Городом называли крепость. Так уж велось на Руси испокон веков. Даже много позже, в 1717 и 1718 годах, когда Санкт-Питер-Бурх уже был столицей государства, в донесениях о строительных работах по-прежнему писали: в Городе (то есть в крепости), в Летнем саду, в Зимнем дворце, в Петергофе. Крепость всегда была главным строением Петербурга.
Остров, на котором возводили крепость, следовало подсыпать. По теперешним меркам — гектара на полтора. Так требовал Ламбер по законам военной науки. И многие тысячи людей принялись безропотно таскать землю.

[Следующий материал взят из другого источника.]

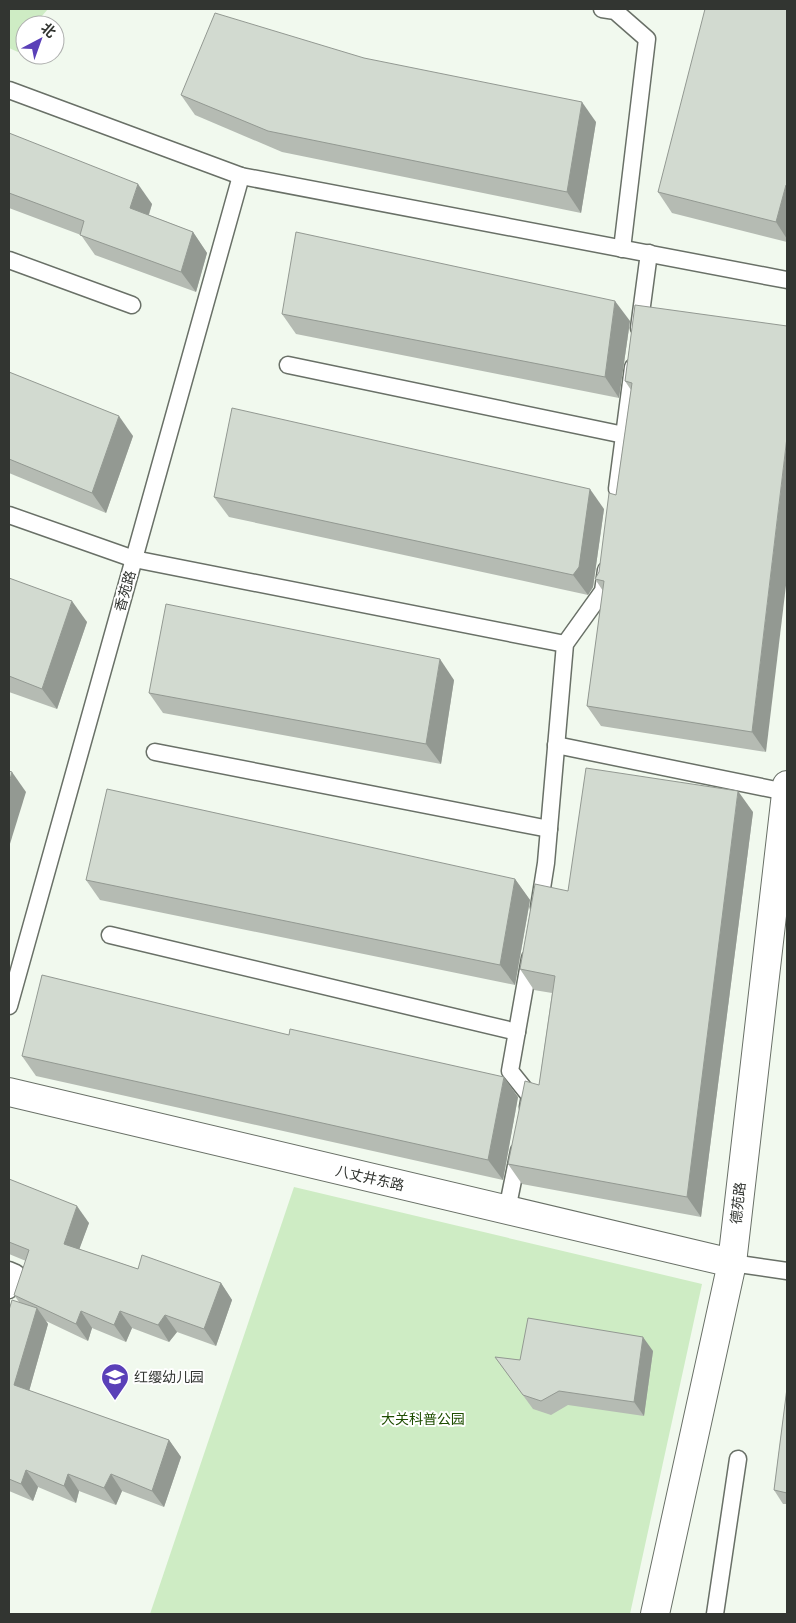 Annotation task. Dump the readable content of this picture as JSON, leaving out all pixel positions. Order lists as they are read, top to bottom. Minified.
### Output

Анонимный автор «Описания… столичного города С.-Петербурга…», напечатанного в 1718 году, сообщает: «Земли в этих низких местах очень мало, и ее надобно приносить издалека в подолах одежды, в тряпках или мешках из старой рогожи, на плечах или в руках…»
За все вершившееся на берегах Невы отвечал генерал-губернатор рождавшегося города. А в его отсутствие — будущий президент Коллегии иностранных дел, мудрый и образованный Гавриил Головкин. Они исправно и часто доносили царю о всех делах.
Меншиков — Петру 25 июля 1703 года: «Городовое дело управляется как надлежит. Работные люди из городов уже многие пришли и непрестанно прибавляются…» В строгое деловое письмо неожиданно врывается человеческая жалоба: «Только то бедно, что здесь солнце зело высоко ходит». Непривычны для уроженца Москвы белые ночи, когда «одна заря сменить другую спешит, дав ночи полчаса».
Как выдержать напряжение, как сохранить силы, когда есть приказ работать от зари до зари? И если устает кавалер Александр Меншиков, то что же тогда говорить о солдатах и работных людях? Проклиная царя и его затею, строители таскали землю, копали рвы, забивали сваи, ставили огромные ряжи и засыпали их землей.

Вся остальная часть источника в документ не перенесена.